*** Block opens ***

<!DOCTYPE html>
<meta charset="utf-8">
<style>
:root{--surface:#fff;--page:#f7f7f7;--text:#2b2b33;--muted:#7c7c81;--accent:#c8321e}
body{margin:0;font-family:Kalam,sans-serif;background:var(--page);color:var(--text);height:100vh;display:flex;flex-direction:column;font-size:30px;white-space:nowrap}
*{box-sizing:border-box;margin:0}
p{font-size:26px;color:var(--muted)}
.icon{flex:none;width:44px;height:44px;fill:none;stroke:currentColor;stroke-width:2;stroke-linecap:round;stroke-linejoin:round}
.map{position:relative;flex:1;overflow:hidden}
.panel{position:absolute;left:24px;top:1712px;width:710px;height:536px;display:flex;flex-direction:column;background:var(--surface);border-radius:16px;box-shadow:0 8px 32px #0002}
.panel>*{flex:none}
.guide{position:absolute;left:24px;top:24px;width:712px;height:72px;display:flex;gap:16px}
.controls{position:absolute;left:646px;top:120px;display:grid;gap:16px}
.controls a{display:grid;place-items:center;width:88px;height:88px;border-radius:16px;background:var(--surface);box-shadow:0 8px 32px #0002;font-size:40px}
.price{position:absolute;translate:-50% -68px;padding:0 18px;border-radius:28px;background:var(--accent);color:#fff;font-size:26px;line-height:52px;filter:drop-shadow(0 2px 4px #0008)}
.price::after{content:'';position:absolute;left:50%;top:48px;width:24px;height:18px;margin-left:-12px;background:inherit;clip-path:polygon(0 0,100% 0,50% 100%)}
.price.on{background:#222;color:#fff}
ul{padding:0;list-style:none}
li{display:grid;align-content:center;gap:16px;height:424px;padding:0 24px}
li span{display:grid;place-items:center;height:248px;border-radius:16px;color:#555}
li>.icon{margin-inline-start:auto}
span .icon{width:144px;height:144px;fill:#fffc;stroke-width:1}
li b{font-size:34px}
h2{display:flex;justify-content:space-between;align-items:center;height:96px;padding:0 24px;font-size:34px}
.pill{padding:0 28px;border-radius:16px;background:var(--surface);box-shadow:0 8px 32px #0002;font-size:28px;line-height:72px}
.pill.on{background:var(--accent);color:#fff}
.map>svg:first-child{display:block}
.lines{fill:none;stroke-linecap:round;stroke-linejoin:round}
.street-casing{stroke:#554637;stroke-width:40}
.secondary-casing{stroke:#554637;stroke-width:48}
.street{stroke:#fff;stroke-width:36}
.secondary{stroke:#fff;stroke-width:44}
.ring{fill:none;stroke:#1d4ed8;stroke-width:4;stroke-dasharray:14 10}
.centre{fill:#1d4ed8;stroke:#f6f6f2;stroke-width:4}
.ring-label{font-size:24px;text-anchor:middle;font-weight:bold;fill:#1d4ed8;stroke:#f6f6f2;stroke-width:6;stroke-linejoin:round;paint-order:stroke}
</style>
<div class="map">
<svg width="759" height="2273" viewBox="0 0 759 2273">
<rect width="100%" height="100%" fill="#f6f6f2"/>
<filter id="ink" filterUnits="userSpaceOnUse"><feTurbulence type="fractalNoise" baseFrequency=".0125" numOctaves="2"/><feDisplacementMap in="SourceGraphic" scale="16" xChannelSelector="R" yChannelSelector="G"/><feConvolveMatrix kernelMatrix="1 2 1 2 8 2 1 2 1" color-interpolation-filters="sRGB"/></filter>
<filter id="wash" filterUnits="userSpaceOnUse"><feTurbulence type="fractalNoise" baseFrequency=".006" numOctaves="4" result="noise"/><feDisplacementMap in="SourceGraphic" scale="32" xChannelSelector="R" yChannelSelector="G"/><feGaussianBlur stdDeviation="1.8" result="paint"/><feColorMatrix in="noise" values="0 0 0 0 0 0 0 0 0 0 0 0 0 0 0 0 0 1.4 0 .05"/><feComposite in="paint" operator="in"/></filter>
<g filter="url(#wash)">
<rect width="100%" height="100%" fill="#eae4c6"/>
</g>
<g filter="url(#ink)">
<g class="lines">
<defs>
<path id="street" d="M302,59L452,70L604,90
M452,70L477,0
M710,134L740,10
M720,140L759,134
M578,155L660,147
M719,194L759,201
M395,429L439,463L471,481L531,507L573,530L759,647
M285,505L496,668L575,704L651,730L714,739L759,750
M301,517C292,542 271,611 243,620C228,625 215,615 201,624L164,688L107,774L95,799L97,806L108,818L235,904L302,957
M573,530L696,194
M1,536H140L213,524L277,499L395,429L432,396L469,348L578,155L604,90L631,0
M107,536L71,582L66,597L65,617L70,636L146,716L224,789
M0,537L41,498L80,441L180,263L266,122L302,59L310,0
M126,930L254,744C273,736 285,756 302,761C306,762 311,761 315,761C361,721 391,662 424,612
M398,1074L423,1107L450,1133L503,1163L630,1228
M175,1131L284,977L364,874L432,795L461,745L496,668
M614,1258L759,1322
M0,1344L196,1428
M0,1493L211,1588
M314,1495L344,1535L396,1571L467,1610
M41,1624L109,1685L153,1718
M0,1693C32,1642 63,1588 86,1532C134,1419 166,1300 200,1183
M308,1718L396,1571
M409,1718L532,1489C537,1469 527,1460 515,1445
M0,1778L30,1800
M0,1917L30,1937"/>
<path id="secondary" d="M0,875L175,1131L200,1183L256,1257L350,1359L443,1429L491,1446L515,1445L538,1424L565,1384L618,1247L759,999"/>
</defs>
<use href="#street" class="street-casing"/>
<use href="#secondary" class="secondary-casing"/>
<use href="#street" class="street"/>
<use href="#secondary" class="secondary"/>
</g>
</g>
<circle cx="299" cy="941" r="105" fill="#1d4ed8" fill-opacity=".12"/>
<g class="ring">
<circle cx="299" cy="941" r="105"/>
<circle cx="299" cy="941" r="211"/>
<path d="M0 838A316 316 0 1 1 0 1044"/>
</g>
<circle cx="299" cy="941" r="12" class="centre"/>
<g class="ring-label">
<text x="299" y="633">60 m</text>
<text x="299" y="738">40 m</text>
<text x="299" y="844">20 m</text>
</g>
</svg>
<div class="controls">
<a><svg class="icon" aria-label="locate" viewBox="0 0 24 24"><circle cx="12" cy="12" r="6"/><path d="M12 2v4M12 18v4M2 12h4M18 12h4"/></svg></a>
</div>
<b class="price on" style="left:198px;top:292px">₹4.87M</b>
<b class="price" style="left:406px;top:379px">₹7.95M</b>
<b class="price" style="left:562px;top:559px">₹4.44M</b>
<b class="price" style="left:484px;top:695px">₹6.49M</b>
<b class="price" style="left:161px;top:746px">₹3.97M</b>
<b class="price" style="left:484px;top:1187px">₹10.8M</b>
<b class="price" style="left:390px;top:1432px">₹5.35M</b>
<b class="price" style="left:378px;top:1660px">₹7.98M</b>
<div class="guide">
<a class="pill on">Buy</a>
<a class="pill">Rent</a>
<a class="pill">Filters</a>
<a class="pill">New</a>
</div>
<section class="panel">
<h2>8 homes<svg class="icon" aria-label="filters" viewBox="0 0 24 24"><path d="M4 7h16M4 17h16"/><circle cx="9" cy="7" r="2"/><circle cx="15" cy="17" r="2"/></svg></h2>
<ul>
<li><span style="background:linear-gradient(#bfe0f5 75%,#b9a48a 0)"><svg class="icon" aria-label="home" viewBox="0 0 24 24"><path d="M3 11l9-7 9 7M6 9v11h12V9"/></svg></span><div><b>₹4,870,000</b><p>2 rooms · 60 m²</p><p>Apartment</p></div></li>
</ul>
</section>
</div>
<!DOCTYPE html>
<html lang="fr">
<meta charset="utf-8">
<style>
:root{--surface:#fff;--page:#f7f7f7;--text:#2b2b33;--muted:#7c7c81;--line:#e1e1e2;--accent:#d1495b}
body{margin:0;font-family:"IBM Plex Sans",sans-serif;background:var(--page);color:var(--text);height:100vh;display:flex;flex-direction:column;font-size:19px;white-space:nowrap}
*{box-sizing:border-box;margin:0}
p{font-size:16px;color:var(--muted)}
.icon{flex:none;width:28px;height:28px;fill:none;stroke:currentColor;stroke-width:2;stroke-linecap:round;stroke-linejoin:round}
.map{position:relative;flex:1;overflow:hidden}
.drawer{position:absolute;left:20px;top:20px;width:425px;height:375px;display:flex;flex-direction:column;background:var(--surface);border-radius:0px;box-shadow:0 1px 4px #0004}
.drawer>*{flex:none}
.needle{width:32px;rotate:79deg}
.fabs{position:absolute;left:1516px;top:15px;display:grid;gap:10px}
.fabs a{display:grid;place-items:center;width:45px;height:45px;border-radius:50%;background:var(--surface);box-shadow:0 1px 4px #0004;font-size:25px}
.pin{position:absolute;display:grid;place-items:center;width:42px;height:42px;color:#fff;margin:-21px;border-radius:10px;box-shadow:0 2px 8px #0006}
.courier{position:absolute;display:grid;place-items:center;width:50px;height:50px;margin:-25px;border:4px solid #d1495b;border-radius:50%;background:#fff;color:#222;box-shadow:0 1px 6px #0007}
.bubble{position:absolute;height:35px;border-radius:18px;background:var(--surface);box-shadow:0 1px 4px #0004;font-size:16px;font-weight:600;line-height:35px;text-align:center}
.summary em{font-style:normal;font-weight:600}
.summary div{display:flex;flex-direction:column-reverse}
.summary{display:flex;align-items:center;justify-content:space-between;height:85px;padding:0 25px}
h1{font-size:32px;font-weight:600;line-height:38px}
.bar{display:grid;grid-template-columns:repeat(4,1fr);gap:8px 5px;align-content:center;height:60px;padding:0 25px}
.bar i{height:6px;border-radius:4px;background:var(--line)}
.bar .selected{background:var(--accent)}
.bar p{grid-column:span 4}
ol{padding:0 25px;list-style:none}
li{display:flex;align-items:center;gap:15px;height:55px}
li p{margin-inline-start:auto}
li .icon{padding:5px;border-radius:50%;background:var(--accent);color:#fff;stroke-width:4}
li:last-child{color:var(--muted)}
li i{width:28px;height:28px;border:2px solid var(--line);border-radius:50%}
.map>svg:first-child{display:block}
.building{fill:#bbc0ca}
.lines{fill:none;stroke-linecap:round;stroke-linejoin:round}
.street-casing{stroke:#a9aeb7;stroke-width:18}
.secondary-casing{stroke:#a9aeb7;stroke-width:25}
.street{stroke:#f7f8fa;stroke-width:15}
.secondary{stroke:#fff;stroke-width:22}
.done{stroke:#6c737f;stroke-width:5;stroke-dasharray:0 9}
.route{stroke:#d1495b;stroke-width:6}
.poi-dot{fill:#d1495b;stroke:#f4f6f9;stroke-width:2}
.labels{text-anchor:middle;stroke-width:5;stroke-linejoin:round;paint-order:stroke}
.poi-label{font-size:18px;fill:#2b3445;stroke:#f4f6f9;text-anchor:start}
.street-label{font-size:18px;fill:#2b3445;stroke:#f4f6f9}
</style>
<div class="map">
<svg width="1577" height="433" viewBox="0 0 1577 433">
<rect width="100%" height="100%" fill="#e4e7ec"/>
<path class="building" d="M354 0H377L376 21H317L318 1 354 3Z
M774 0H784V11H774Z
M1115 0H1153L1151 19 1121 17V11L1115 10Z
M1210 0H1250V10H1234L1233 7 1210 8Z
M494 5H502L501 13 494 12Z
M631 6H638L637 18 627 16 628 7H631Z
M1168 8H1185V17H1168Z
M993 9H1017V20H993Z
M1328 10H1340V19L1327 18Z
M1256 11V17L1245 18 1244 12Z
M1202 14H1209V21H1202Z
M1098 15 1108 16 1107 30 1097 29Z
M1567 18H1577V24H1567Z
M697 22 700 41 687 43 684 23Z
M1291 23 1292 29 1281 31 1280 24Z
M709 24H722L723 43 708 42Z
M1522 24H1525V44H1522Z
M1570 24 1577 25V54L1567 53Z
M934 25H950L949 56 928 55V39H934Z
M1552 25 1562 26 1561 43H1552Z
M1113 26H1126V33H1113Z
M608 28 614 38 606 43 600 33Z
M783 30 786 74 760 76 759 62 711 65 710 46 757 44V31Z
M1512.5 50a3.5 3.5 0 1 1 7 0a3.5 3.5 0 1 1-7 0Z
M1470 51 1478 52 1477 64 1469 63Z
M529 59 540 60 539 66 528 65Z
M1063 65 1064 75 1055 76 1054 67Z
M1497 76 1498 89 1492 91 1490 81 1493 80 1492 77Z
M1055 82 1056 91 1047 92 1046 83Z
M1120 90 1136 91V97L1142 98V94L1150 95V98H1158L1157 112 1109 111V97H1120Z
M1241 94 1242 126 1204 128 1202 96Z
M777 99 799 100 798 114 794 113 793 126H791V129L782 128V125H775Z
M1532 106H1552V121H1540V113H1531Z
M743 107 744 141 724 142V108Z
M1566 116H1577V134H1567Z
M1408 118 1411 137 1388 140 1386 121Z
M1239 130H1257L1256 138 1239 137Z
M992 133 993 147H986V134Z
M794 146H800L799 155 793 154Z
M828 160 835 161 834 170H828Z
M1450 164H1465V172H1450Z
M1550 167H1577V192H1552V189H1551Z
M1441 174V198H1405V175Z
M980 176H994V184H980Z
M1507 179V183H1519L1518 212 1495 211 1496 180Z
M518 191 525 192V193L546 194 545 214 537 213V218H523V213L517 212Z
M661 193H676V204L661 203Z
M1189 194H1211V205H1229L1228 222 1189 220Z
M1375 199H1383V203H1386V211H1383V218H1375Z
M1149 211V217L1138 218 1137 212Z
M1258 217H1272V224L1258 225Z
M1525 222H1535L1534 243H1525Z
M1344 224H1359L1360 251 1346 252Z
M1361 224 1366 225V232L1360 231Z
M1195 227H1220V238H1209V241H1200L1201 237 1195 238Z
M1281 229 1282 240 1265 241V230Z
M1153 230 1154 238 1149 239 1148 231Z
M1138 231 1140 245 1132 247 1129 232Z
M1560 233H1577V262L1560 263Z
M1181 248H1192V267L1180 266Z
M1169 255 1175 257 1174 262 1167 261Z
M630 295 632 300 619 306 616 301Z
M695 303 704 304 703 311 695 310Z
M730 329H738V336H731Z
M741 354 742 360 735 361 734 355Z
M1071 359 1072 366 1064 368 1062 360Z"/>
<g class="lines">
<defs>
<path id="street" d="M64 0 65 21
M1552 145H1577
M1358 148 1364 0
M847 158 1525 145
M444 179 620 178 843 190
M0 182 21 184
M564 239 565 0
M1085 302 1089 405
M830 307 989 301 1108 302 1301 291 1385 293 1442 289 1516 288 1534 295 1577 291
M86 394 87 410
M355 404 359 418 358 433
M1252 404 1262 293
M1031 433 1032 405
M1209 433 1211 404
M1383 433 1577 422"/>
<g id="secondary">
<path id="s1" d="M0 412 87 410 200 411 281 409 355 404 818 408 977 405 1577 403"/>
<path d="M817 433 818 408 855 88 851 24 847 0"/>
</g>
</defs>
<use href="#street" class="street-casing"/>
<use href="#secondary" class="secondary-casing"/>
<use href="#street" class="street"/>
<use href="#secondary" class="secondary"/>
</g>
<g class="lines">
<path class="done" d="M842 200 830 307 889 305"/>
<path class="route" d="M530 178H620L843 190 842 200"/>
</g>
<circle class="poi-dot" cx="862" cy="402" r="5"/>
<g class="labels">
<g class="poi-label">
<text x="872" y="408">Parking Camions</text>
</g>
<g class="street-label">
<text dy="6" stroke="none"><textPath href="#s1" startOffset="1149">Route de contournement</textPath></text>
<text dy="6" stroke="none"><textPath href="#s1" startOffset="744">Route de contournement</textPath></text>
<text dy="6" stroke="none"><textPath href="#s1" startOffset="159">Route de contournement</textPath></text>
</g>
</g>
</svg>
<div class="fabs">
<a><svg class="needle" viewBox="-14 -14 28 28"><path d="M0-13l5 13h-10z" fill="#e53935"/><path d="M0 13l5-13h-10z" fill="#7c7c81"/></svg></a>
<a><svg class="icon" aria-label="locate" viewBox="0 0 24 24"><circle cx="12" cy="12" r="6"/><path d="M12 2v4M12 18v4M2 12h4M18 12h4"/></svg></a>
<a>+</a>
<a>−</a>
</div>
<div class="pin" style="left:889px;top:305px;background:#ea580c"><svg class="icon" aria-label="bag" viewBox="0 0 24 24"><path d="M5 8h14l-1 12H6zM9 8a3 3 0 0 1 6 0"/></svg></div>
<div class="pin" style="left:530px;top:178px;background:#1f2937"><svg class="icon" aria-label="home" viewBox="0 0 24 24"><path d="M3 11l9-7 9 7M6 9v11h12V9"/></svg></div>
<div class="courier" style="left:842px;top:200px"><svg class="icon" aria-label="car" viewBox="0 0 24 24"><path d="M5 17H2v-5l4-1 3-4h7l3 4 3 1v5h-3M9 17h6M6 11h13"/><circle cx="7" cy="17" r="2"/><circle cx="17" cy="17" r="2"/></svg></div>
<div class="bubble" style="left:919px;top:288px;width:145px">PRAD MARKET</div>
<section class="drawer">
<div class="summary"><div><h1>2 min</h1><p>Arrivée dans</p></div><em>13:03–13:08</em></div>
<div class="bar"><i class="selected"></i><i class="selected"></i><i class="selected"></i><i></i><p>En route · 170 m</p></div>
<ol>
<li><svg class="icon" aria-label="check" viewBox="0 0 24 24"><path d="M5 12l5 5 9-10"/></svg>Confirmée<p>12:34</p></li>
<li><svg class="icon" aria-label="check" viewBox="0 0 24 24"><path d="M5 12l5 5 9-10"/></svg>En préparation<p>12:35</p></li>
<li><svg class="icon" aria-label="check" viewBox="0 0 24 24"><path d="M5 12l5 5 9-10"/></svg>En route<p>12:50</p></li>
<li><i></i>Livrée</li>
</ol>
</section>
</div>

*** Block closes ***

- **Exercise directions**:
Wherever a line in the entries holds "userSpaceOnUse", copy that line.

- **Task response**:
<filter id="ink" filterUnits="userSpaceOnUse"><feTurbulence type="fractalNoise" baseFrequency=".0125" numOctaves="2"/><feDisplacementMap in="SourceGraphic" scale="16" xChannelSelector="R" yChannelSelector="G"/><feConvolveMatrix kernelMatrix="1 2 1 2 8 2 1 2 1" color-interpolation-filters="sRGB"/></filter>
<filter id="wash" filterUnits="userSpaceOnUse"><feTurbulence type="fractalNoise" baseFrequency=".006" numOctaves="4" result="noise"/><feDisplacementMap in="SourceGraphic" scale="32" xChannelSelector="R" yChannelSelector="G"/><feGaussianBlur stdDeviation="1.8" result="paint"/><feColorMatrix in="noise" values="0 0 0 0 0 0 0 0 0 0 0 0 0 0 0 0 0 1.4 0 .05"/><feComposite in="paint" operator="in"/></filter>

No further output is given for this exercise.